_Stored data entries_:

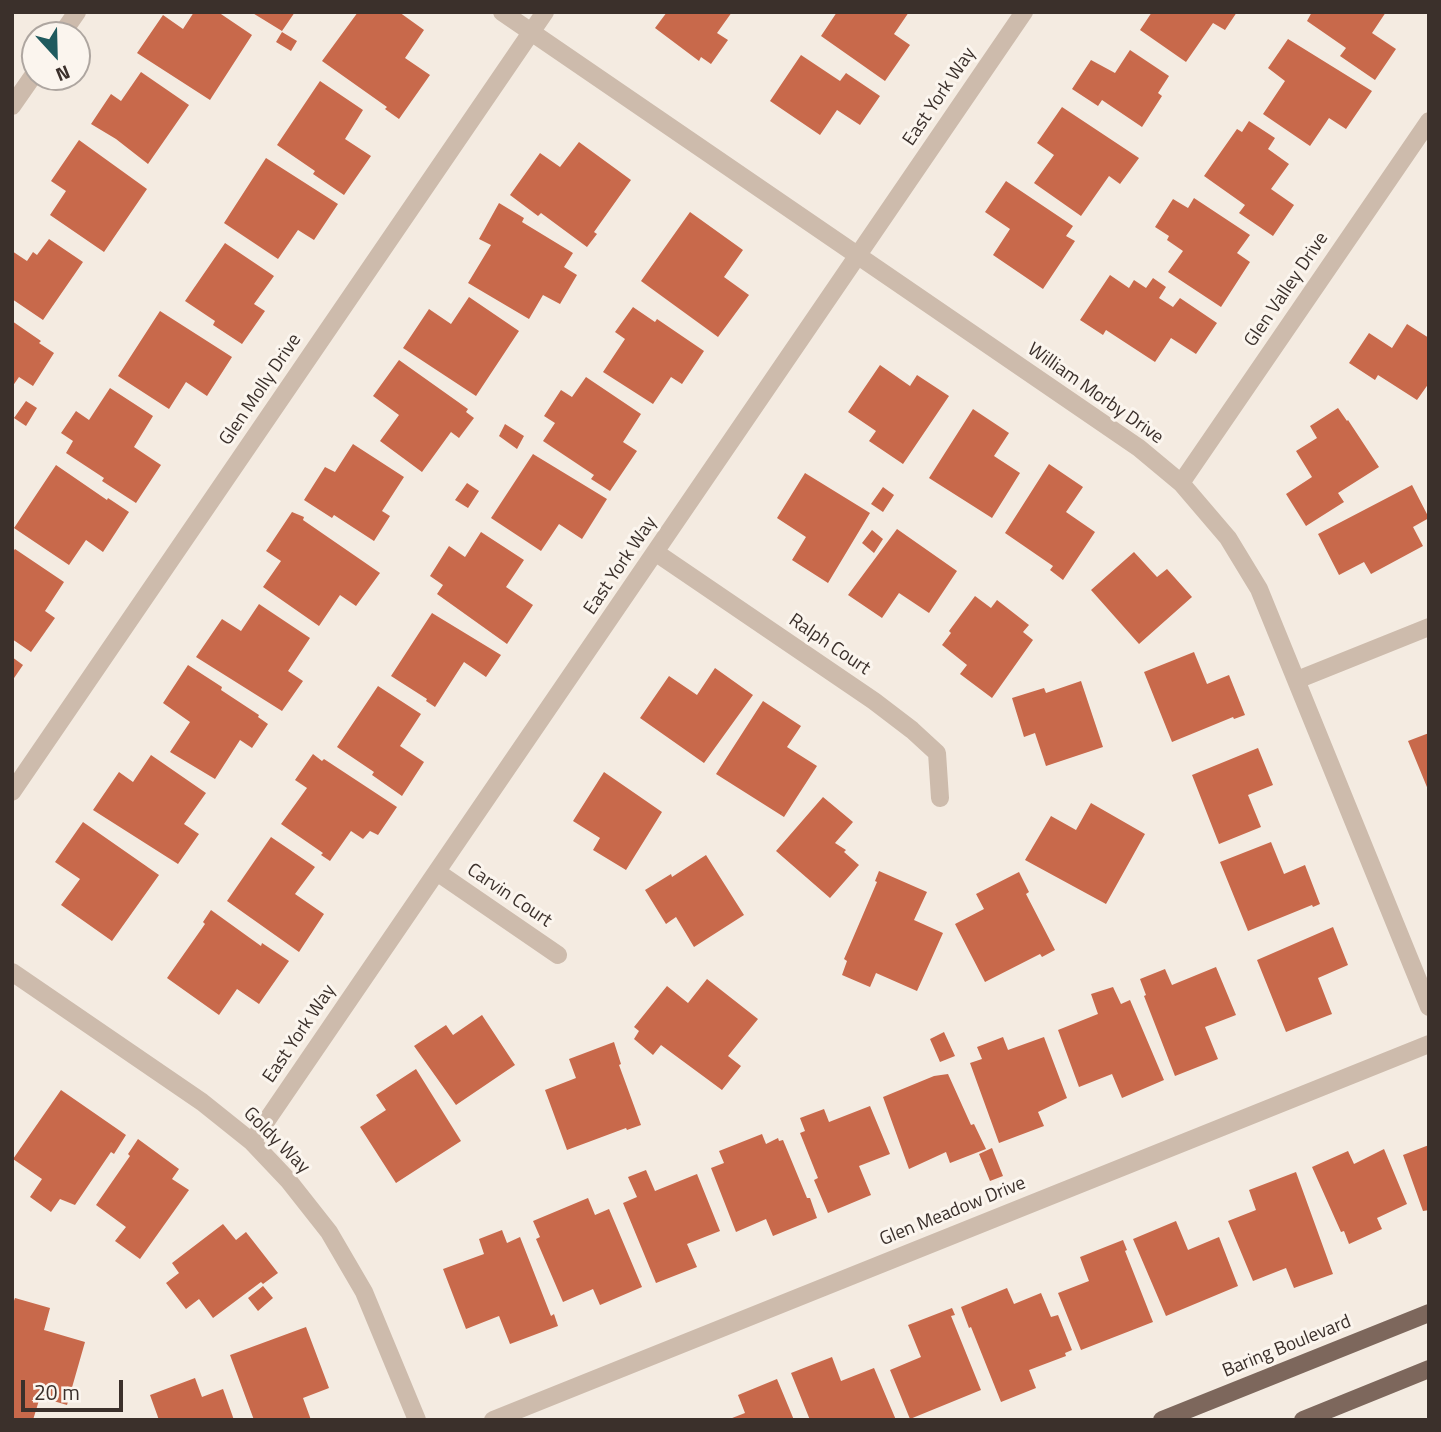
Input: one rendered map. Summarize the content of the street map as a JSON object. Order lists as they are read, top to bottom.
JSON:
{
  "streets": {
    "main road": ["Baring Boulevard"],
    "street": [
      "East York Way",
      "Glen Valley Drive",
      "Glen Molly Drive",
      "William Morby Drive",
      "Ralph Court",
      "Carvin Court",
      "Goldy Way",
      "Glen Meadow Drive"
    ]
  },
  "crossings": [
    ["East York Way", "William Morby Drive"],
    ["East York Way", "Ralph Court"],
    ["East York Way", "Carvin Court"],
    ["East York Way", "Goldy Way"],
    ["Glen Valley Drive", "William Morby Drive"],
    ["Glen Molly Drive", "William Morby Drive"]
  ],
  "scale_bar": "20 m",
  "north": "bottom"
}
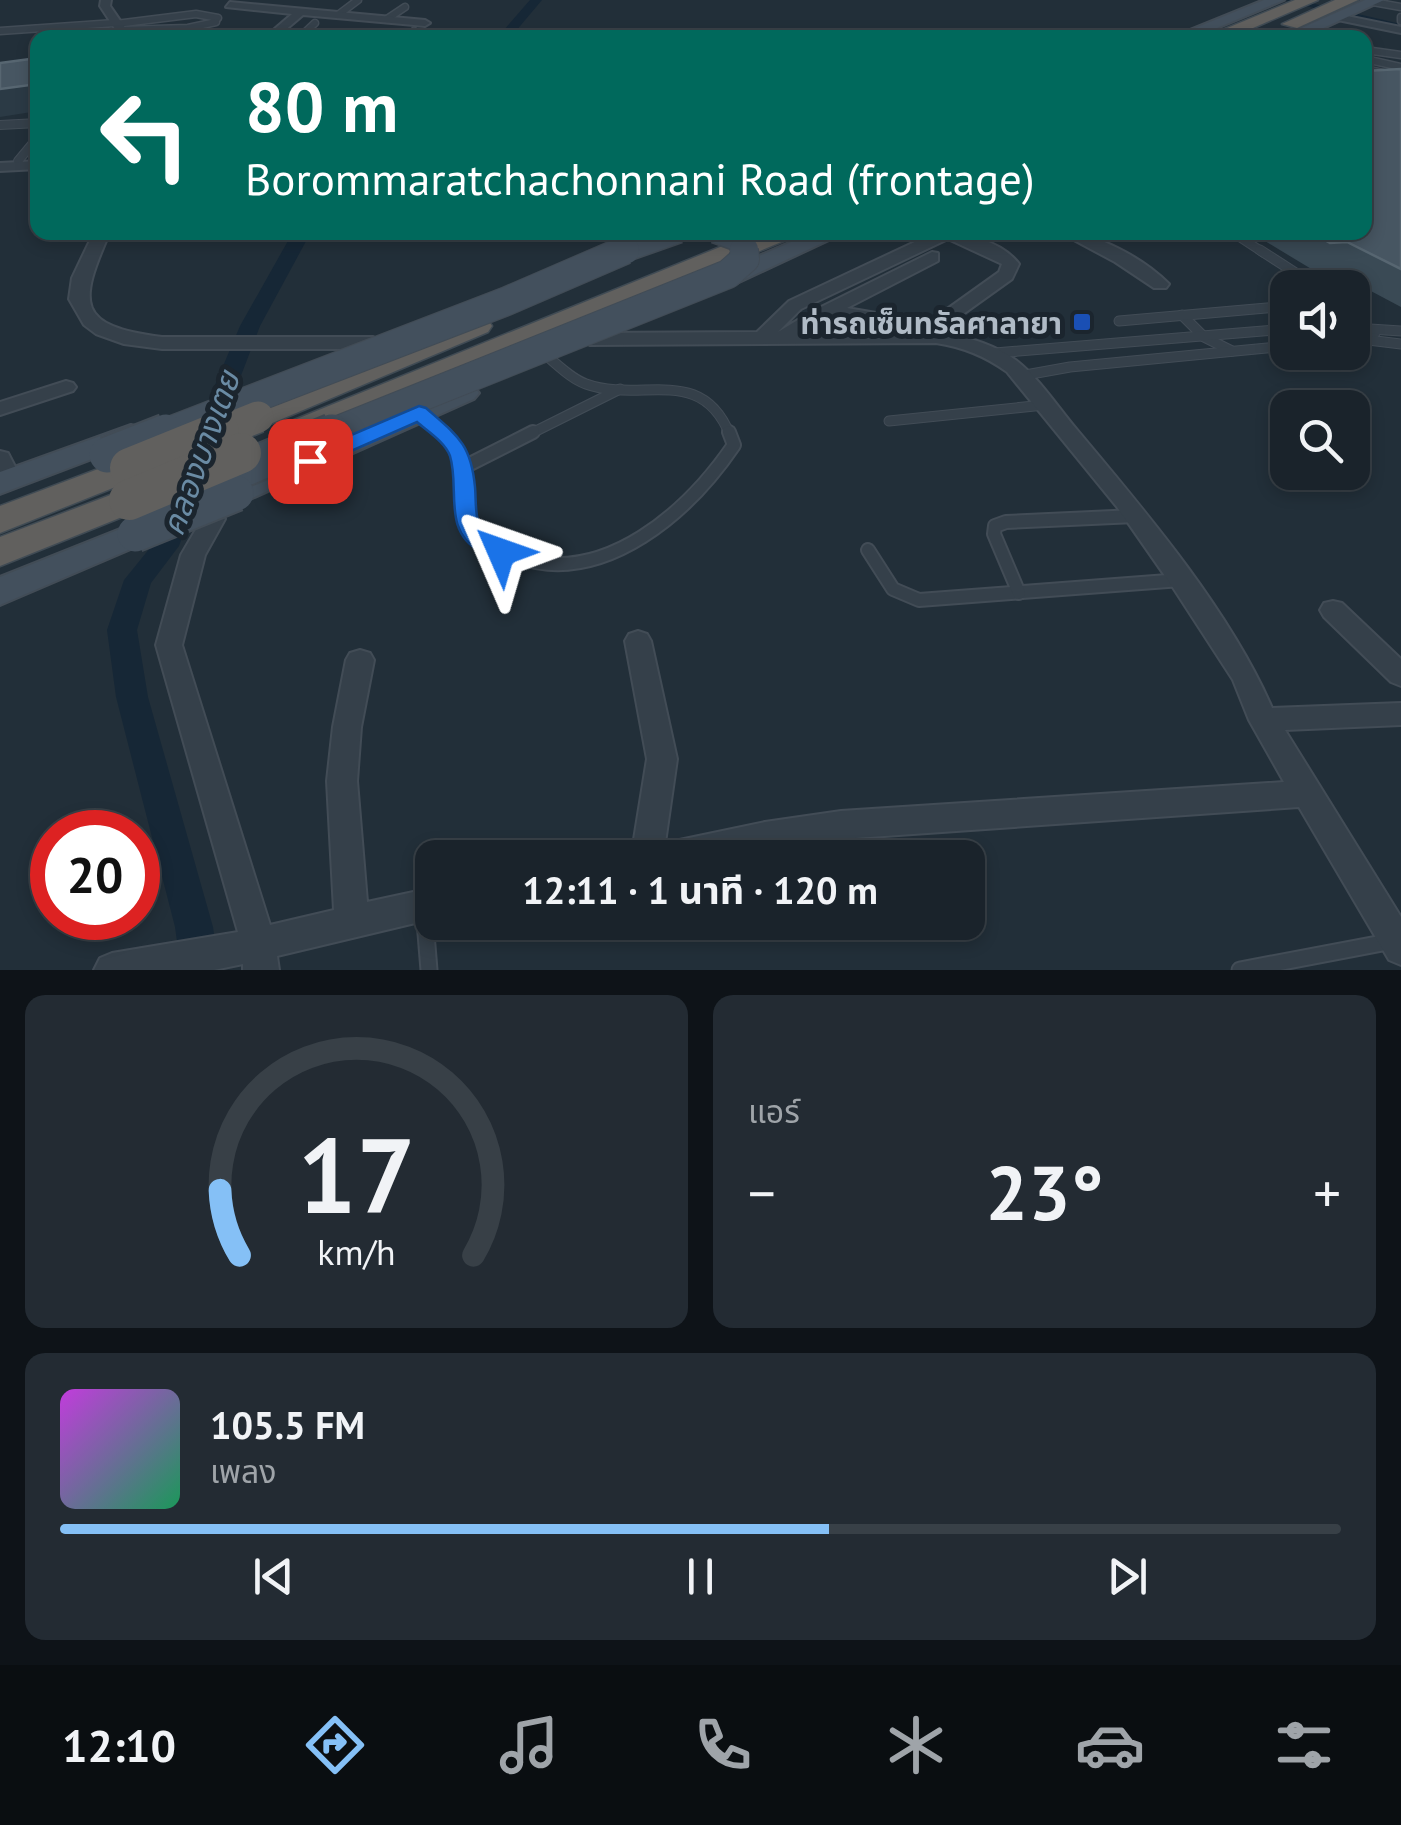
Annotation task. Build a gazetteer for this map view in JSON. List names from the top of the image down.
{
  "water": ["คลองบางเตย"],
  "places": {
    "transit": ["ท่ารถเซ็นทรัลศาลายา"]
  },
  "page": {
    "turn": ["80 m", "Borommaratchachonnani Road (frontage)"],
    "limit": "20",
    "trip": "12:11 · 1 นาที · 120 m",
    "tile": "แอร์",
    "heat": ["−", "23°", "+"],
    "song": ["105.5 FM", "เพลง"],
    "tabs": "12:10",
    "gauge": ["17", "km/h"]
  }
}
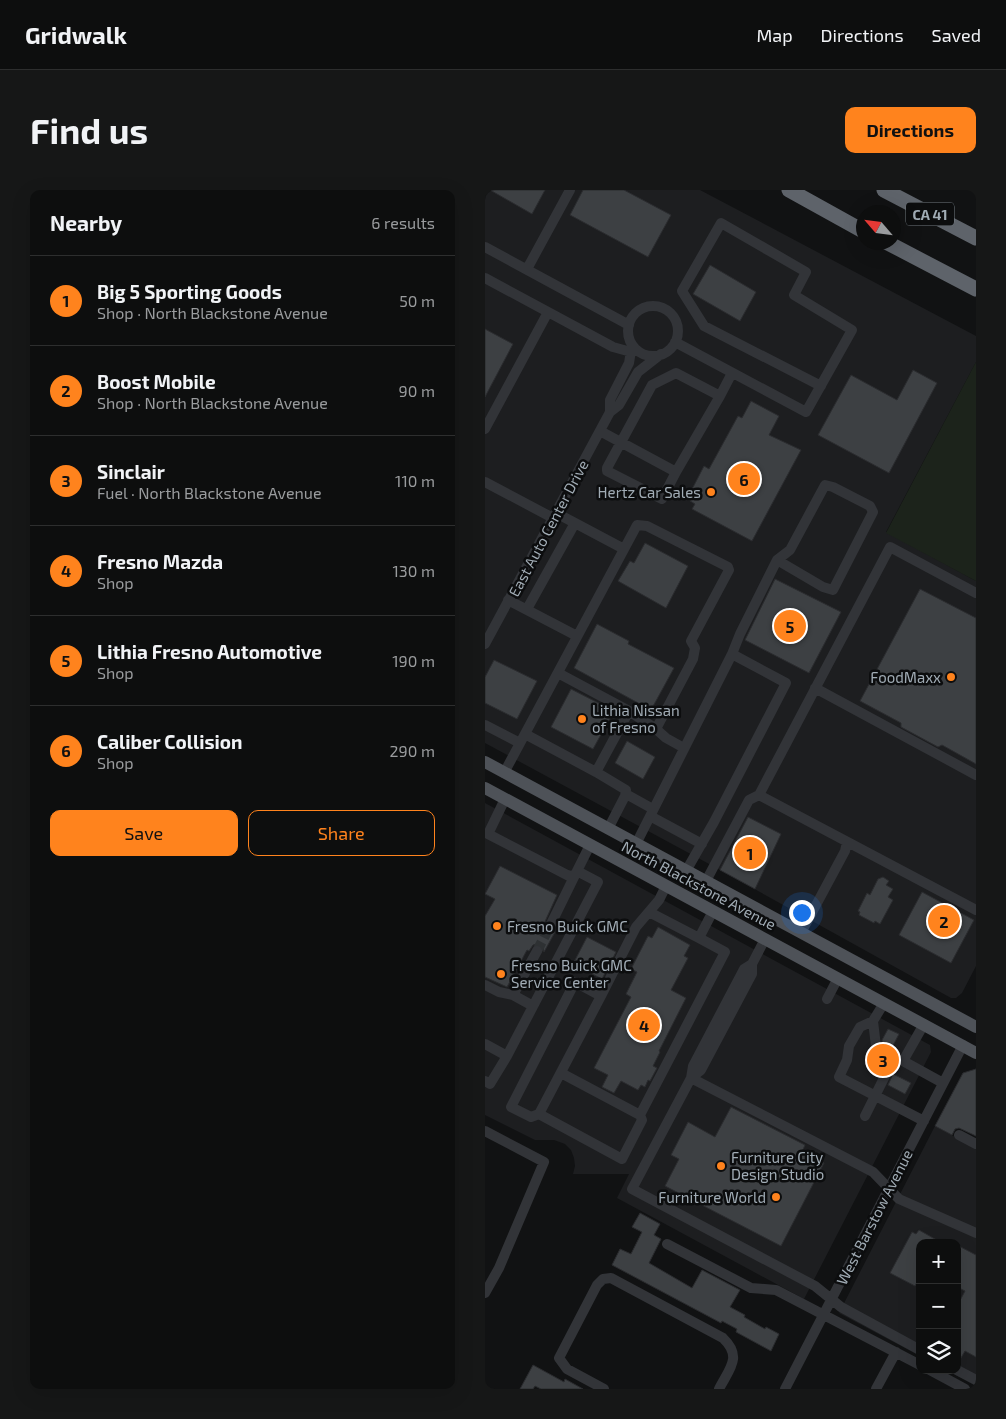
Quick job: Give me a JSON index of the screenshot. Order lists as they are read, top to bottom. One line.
{"streets":{"highway":["CA 41"],"main road":["North Blackstone Avenue"],"street":["East Auto Center Drive","West Barstow Avenue"]},"crossings":[["North Blackstone Avenue","West Barstow Avenue"]],"places":["Hertz Car Sales","FoodMaxx","Lithia Nissan of Fresno","Fresno Buick GMC","Fresno Buick GMC Service Center","Furniture City Design Studio","Furniture World"],"north":"top left","page":{"header":"Gridwalk","nav":["Map","Directions","Saved"],"buttons":["Directions",["Save","Share"]],"title":"Find us","heading":["Nearby","6 results"],"list":[{"mark":"1","name":"Big 5 Sporting Goods","note":"Shop · North Blackstone Avenue","value":"50 m"},{"mark":"2","name":"Boost Mobile","note":"Shop · North Blackstone Avenue","value":"90 m"},{"mark":"3","name":"Sinclair","note":"Fuel · North Blackstone Avenue","value":"110 m"},{"mark":"4","name":"Fresno Mazda","note":"Shop","value":"130 m"},{"mark":"5","name":"Lithia Fresno Automotive","note":"Shop","value":"190 m"},{"mark":"6","name":"Caliber Collision","note":"Shop","value":"290 m"}],"pins":["6","5","1","2","4","3"],"map_buttons":["+","−"]}}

_Task goal_: Pictures do not go in the copy; print every entry exactly as it stands.

_Exercise solution_:
Input: one rendered map. Summarize the content of the street map as a JSON object. Order lists as they are read, top to bottom.
JSON:
{
  "streets": {
    "main road": ["Baring Boulevard"],
    "street": [
      "East York Way",
      "Glen Valley Drive",
      "Glen Molly Drive",
      "William Morby Drive",
      "Ralph Court",
      "Carvin Court",
      "Goldy Way",
      "Glen Meadow Drive"
    ]
  },
  "crossings": [
    ["East York Way", "William Morby Drive"],
    ["East York Way", "Ralph Court"],
    ["East York Way", "Carvin Court"],
    ["East York Way", "Goldy Way"],
    ["Glen Valley Drive", "William Morby Drive"],
    ["Glen Molly Drive", "William Morby Drive"]
  ],
  "scale_bar": "20 m",
  "north": "bottom"
}
Annotation task. Build a gazetteer for this map view in JSON. List names from the top of the image down.
{
  "water": ["คลองบางเตย"],
  "places": {
    "transit": ["ท่ารถเซ็นทรัลศาลายา"]
  },
  "page": {
    "turn": ["80 m", "Borommaratchachonnani Road (frontage)"],
    "limit": "20",
    "trip": "12:11 · 1 นาที · 120 m",
    "tile": "แอร์",
    "heat": ["−", "23°", "+"],
    "song": ["105.5 FM", "เพลง"],
    "tabs": "12:10",
    "gauge": ["17", "km/h"]
  }
}
Quick job: Give me a JSON index of the screenshot. Order lists as they are read, top to bottom. One line.
{"streets":{"highway":["CA 41"],"main road":["North Blackstone Avenue"],"street":["East Auto Center Drive","West Barstow Avenue"]},"crossings":[["North Blackstone Avenue","West Barstow Avenue"]],"places":["Hertz Car Sales","FoodMaxx","Lithia Nissan of Fresno","Fresno Buick GMC","Fresno Buick GMC Service Center","Furniture City Design Studio","Furniture World"],"north":"top left","page":{"header":"Gridwalk","nav":["Map","Directions","Saved"],"buttons":["Directions",["Save","Share"]],"title":"Find us","heading":["Nearby","6 results"],"list":[{"mark":"1","name":"Big 5 Sporting Goods","note":"Shop · North Blackstone Avenue","value":"50 m"},{"mark":"2","name":"Boost Mobile","note":"Shop · North Blackstone Avenue","value":"90 m"},{"mark":"3","name":"Sinclair","note":"Fuel · North Blackstone Avenue","value":"110 m"},{"mark":"4","name":"Fresno Mazda","note":"Shop","value":"130 m"},{"mark":"5","name":"Lithia Fresno Automotive","note":"Shop","value":"190 m"},{"mark":"6","name":"Caliber Collision","note":"Shop","value":"290 m"}],"pins":["6","5","1","2","4","3"],"map_buttons":["+","−"]}}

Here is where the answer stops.